I have known people use rice or lentils to weight a blanket. If you want to make a washable weighted blanket for someone you need four things: 1) An old duvet cover. 2) To know how much that person weighs. 3) Access to a sewing machine. 4) The right amount of pellets to fill the blanket with.  Glass or plastic pellets for weighting things are readily available online.

First work out how much weight you will need. You will need 10% of the person’s body weight.

Next, sew channels into your duvet cover. You do not need to be a skilled seamstress to do this. Simply press go on the sewing machine and directing it in straight lines down the blanket effectively creating columns.

You will be turning these columns into a grid later. Calculate in your head how many squares that grid will have. For example, if you have five columns and you think you have room on the cover to sew eight lines for the grid, then you will have forty boxes in your grid. Divide the weight of pellets you have by the number of boxes you have.

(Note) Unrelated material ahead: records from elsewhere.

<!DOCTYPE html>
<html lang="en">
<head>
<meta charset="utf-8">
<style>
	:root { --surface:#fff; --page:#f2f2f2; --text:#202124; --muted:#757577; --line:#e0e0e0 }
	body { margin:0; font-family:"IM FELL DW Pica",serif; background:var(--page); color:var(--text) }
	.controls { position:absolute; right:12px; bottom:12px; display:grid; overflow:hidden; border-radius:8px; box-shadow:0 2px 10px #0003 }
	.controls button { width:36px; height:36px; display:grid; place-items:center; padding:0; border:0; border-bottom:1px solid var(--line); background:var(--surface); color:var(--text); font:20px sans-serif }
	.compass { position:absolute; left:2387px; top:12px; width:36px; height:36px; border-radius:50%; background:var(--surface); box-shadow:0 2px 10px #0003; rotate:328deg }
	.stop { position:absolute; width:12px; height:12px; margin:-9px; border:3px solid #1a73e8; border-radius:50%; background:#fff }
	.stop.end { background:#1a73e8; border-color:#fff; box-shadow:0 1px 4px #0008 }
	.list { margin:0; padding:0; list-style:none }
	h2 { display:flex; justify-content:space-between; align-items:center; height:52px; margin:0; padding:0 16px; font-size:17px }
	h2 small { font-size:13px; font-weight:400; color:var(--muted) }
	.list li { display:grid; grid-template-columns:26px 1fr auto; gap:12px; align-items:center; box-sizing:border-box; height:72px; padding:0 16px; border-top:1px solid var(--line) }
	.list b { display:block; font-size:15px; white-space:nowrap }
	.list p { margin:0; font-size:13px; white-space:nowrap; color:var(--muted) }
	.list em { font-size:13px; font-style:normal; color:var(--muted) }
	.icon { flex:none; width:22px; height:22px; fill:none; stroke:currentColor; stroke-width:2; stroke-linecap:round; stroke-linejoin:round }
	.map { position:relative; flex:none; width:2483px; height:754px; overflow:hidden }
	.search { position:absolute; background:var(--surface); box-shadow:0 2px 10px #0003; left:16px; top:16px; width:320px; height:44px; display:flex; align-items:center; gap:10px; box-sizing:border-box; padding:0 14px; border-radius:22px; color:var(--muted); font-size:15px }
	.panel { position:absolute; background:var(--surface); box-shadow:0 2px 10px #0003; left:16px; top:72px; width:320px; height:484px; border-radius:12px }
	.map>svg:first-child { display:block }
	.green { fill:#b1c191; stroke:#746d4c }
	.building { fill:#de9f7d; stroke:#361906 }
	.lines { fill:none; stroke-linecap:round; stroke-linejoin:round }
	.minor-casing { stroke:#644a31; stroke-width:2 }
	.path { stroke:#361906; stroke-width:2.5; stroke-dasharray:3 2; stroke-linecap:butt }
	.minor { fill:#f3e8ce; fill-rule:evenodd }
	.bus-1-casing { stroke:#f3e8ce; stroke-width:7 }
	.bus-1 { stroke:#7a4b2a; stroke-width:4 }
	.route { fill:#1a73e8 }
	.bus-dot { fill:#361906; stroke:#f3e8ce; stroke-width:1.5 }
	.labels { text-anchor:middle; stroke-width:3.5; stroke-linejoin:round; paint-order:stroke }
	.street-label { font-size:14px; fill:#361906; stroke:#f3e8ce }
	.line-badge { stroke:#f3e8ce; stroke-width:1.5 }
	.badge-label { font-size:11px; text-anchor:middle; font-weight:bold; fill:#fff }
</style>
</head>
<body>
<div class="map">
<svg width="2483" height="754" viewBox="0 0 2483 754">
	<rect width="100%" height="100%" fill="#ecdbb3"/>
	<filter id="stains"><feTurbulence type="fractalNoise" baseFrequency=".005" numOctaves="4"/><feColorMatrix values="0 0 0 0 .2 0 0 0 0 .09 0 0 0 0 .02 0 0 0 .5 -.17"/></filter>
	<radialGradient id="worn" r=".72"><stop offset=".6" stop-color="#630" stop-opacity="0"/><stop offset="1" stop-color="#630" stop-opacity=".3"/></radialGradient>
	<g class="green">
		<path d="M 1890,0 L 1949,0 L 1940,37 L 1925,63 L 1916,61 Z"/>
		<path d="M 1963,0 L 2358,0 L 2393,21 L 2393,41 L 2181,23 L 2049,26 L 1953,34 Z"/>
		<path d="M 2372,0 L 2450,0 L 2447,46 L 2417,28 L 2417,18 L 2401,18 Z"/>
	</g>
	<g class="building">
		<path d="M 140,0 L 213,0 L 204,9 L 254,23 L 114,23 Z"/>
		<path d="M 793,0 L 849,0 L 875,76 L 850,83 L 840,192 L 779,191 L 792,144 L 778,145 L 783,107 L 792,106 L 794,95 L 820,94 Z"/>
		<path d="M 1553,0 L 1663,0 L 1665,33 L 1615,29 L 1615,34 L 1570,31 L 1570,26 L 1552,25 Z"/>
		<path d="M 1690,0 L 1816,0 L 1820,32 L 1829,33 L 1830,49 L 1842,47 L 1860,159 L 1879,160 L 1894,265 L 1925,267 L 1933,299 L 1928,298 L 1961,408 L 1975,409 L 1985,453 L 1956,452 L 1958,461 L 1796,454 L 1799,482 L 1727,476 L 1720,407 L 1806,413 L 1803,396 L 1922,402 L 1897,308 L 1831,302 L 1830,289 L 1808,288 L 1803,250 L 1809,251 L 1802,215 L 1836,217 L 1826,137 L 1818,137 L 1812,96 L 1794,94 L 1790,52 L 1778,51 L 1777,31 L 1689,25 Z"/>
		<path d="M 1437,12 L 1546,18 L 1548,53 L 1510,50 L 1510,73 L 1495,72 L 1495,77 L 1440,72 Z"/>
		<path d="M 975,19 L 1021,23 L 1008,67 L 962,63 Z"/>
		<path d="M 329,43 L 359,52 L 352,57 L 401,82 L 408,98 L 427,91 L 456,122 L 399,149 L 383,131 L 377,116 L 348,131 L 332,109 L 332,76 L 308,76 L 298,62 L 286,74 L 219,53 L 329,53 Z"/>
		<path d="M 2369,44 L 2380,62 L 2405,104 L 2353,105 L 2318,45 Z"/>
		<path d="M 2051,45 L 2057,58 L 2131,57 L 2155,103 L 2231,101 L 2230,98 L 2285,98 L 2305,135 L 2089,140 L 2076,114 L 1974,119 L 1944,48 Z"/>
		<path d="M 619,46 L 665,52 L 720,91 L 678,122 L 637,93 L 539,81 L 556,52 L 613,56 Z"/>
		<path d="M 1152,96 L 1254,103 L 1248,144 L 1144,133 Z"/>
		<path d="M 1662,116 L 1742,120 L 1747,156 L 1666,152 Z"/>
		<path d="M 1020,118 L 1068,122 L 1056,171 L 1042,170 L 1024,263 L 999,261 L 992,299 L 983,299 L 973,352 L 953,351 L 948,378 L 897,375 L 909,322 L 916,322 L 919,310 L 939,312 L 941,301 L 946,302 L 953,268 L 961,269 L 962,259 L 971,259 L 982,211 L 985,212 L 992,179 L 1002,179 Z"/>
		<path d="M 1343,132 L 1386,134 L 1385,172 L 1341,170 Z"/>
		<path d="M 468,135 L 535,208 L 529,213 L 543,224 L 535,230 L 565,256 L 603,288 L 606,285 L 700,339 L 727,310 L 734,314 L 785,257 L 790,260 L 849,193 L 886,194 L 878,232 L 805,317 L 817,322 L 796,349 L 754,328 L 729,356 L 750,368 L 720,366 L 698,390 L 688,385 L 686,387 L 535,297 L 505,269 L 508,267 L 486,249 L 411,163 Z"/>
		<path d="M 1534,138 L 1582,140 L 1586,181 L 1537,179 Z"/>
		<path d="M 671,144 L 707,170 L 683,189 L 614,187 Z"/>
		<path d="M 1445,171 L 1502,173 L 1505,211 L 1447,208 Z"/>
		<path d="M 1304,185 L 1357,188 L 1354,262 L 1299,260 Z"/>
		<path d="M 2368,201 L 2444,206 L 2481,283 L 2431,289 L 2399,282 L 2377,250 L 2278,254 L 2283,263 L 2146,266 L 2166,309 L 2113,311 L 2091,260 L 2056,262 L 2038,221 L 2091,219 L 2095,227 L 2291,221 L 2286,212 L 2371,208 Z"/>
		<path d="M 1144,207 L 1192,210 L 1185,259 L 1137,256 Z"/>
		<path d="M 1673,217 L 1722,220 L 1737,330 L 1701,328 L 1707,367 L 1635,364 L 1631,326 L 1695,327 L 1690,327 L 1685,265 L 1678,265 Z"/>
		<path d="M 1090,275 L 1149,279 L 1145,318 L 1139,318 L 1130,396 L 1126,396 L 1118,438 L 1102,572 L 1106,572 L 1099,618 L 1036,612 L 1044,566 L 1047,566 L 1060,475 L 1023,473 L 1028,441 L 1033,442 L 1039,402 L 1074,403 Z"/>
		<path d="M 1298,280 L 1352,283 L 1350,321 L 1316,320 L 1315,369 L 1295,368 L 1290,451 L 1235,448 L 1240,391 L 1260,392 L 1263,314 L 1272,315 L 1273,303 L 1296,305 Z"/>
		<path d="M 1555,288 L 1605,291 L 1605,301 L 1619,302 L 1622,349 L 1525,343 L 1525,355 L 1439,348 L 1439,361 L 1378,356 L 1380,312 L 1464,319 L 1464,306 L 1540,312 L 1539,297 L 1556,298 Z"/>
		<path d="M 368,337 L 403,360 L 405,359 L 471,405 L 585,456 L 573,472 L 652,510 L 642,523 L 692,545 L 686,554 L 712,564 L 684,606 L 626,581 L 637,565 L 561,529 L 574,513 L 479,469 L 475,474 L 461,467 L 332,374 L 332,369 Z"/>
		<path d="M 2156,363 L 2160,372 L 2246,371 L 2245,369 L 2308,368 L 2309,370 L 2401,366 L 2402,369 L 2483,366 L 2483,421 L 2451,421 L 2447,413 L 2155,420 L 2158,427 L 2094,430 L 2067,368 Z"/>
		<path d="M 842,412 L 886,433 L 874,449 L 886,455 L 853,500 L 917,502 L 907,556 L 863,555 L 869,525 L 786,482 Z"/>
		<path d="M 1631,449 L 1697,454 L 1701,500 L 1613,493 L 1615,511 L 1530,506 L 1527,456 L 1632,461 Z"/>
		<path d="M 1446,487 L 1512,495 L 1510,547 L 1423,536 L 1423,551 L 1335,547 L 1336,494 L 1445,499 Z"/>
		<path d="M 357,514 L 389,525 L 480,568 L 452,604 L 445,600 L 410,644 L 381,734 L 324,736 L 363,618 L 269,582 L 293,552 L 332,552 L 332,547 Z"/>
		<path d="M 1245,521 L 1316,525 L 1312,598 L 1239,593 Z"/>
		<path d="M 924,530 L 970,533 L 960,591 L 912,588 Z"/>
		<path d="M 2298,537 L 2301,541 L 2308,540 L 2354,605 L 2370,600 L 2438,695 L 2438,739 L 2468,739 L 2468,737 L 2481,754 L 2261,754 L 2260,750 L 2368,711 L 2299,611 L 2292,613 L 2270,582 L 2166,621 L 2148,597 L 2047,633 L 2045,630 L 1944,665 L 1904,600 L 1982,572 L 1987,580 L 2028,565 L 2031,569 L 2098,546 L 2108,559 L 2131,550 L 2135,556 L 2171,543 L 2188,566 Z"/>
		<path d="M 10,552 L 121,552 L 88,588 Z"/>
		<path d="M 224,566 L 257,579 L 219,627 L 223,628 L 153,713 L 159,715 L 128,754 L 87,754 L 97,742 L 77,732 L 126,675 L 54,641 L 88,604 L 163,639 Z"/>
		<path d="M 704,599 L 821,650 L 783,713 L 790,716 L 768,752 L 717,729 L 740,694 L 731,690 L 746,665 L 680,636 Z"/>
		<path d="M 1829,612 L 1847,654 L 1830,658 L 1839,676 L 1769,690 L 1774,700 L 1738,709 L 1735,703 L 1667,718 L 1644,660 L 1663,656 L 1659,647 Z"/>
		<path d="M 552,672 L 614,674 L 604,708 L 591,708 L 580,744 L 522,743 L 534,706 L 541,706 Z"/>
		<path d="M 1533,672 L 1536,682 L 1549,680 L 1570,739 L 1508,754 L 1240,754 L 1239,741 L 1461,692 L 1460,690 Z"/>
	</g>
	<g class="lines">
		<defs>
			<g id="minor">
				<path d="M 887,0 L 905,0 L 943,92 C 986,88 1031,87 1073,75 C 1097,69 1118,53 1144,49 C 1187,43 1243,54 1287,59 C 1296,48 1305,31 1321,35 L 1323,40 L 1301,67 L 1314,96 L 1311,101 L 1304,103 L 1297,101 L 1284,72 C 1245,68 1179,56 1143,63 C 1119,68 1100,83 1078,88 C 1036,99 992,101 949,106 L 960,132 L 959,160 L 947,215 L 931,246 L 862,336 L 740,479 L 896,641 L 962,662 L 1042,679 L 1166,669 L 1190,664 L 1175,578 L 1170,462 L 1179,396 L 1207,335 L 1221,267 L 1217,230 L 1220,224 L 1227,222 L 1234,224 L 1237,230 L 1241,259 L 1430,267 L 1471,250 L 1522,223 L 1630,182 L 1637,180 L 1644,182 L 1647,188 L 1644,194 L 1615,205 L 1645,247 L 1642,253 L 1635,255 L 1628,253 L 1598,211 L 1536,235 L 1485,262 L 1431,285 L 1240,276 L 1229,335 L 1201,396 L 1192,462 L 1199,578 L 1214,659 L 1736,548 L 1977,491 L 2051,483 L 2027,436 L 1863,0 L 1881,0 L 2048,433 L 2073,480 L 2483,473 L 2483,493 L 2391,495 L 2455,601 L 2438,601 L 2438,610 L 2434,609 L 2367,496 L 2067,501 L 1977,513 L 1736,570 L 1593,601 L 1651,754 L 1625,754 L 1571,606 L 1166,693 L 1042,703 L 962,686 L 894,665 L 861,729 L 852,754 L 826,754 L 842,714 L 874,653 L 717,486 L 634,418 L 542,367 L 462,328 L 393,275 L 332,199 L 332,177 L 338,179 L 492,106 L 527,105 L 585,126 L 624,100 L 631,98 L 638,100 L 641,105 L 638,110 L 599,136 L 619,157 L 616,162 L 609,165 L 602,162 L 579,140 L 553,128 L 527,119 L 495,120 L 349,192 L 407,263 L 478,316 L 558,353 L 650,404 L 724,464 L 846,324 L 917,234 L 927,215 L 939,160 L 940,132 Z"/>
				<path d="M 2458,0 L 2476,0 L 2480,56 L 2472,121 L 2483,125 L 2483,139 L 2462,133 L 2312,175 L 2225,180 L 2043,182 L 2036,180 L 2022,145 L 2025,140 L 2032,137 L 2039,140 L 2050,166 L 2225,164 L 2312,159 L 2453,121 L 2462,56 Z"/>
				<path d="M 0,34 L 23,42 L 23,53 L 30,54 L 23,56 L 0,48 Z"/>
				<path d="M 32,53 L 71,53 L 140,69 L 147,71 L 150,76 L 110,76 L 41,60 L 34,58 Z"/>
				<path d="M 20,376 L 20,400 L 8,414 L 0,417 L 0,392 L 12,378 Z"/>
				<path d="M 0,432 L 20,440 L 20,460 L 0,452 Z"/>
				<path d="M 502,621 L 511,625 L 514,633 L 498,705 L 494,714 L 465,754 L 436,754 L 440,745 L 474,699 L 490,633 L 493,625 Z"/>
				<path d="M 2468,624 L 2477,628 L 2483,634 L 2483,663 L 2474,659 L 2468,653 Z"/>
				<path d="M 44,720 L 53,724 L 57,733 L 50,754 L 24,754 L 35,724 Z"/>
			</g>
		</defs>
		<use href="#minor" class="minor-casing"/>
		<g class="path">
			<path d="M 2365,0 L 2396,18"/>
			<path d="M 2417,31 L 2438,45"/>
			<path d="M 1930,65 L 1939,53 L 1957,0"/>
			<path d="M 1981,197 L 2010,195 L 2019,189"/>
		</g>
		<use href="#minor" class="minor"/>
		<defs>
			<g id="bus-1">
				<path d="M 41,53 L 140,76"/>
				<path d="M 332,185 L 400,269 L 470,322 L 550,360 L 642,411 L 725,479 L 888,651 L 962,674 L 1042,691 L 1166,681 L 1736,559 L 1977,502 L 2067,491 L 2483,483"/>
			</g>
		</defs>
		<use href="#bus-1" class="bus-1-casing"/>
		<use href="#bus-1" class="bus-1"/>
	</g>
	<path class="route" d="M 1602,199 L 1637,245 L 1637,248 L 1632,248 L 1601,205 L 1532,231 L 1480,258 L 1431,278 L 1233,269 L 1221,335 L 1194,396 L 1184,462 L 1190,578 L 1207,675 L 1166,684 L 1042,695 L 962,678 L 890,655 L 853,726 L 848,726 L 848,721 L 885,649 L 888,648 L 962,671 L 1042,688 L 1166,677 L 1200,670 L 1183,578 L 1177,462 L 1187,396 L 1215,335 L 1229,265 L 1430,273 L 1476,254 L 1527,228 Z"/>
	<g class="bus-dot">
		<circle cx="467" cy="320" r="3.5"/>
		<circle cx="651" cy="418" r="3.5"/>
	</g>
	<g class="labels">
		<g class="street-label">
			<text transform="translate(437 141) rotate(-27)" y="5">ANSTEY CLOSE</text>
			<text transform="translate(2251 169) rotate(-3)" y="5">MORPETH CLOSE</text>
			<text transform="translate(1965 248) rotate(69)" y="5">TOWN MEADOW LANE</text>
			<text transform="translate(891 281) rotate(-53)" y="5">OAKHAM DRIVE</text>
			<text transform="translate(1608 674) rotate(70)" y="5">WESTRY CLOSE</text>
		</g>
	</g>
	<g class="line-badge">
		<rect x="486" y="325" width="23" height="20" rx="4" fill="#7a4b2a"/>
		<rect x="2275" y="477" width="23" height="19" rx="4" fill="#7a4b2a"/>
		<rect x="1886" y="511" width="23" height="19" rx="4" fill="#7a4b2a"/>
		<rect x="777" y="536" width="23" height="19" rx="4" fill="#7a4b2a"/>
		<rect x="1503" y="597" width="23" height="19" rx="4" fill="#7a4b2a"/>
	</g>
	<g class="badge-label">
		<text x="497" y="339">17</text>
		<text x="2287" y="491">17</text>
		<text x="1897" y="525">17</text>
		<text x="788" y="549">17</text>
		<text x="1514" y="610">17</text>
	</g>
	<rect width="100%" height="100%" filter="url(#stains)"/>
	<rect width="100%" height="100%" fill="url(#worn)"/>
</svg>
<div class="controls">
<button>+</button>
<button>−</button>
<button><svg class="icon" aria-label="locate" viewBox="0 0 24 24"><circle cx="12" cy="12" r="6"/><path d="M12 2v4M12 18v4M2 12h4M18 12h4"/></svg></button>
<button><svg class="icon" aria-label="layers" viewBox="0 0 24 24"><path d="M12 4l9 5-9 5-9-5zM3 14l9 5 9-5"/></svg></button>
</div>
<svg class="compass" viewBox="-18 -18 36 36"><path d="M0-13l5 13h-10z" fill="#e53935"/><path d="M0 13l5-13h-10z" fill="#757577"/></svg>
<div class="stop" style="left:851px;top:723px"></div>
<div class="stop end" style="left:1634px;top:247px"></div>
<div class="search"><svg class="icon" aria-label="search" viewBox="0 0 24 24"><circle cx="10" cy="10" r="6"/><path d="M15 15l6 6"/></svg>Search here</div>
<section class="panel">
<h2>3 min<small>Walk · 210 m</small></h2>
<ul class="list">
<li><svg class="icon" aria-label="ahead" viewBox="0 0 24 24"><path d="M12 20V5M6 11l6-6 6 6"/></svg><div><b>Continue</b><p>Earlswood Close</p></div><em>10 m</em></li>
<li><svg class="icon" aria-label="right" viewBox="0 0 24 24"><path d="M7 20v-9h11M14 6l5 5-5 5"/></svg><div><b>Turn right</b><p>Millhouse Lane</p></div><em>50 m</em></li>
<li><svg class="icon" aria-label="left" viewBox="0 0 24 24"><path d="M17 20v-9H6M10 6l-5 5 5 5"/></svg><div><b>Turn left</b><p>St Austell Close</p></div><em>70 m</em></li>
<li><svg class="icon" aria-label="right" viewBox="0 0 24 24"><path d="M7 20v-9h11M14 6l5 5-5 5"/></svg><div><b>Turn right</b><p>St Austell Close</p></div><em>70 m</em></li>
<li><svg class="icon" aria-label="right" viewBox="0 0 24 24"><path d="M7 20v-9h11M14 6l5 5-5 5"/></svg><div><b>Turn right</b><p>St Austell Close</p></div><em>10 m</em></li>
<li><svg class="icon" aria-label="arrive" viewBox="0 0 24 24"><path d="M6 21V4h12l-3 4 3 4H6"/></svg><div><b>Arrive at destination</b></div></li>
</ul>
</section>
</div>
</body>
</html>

This will help you to know what weight of pellets will go into each box. Then simply scoop that weight into each of the columns and sew across to seal it in.

You will end up with a duvet cover sewn with a grid and in each square of that grid has a scoop of pellets within. The weight of the blanket is evenly distributed. Now pop it inside another duvet cover and you’re good to go.

A good rule of thumb for a weighted blanket is to have it on for about 20 minutes. They can be useful to help people go to sleep. However, they should not be left on as a person sleeps as they can sometimes make it difficult to breathe.